Dr. Condoleezza Rice, former US secretary of state,

“Democracy is always on this kind of knife’s edge between chaos and authoritarianism, and the sweet spot is democracy.” Condoleezza Rice, former U.S. Secretary of State and now the Thomas and Barbara Stephenson senior fellow on Public Policy at the Hoover Institution at Stanford University, took part in a conversation at Brookings about her new book, “Democracy: Stories from the Long Road to Freedom” (Twelve, 2017). Joining Dr. Rice on stage was Leon Wieseltier, the Isaiah Berlin senior fellow in Culture and Policy at Brookings. Highlights of their conversation are below. Full video and audio are available on the event’s webpage.

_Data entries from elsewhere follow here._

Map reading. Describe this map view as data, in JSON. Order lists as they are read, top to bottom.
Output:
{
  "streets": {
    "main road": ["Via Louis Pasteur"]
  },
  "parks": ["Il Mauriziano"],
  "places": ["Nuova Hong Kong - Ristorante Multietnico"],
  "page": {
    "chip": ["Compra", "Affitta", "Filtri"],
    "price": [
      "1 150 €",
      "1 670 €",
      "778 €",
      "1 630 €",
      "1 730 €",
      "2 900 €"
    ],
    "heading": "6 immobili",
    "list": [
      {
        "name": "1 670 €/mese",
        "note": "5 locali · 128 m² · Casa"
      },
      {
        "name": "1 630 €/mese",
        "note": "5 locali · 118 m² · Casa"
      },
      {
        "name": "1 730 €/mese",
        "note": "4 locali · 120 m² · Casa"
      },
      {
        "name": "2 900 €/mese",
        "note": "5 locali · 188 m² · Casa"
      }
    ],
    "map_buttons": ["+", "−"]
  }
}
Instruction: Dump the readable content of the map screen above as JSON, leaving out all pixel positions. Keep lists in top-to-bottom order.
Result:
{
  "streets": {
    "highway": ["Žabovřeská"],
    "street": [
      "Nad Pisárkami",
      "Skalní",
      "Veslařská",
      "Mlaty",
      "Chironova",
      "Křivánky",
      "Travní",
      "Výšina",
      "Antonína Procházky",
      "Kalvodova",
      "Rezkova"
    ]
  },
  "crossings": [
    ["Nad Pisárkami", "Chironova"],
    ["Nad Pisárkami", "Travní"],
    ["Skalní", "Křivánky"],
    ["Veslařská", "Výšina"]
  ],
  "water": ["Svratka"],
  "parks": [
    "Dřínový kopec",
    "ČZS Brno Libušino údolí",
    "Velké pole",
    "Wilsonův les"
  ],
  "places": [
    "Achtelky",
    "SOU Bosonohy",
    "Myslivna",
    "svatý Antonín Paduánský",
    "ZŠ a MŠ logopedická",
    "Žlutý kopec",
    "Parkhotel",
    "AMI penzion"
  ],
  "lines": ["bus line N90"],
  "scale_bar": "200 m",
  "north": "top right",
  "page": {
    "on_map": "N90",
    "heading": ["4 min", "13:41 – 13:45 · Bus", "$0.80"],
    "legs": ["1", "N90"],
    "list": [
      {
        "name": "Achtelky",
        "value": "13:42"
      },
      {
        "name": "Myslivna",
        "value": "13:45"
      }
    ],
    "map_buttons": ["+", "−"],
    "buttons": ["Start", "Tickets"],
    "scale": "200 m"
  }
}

Wieseltier opened with a question that referenced German writer Thomas Mann’s 1938 lecture, “The Coming Victory of Democracy,” in which Mann argued that democracies should put aside the “habit of forgetfulness.” Are our democracy and Western democracies characterized by self-forgetfulness? Wieseltier asked. They can be, explained Rice, because democracy is more than just freedom and liberty; it must include the institutions in which these values are “encased” and thereby practiced. Watch:

When Wieseltier turned the conversation to the matter of the complexity of democratic government, and the inefficiency of democracy, he noted that its slowness means that “citizens find their governments emotionally unsatisfying.” Rice observed that “if you want efficiency, then have an authoritarian government.” Watch:

Rice and Wieseltier also addressed the problem of polarization in American politics, and how that contributes to gridlock in Washington. “Sometimes I wonder whether hatred of big government and the strategic creation of gridlock,” Wieseltier suggested, “wasn’t in fact partly responsible for the alienation of so many people in America from the some of the democratic workings of our system.” The two debated the merits, and degree, of strong government, and Rice offered that federalism is “an answer to gridlock at the center.” Watch:

“But the key thing is we must never speak about government in a way that alienates our citizens from our democracy,” Wieseltier argued.  “Or public service,” Rice added.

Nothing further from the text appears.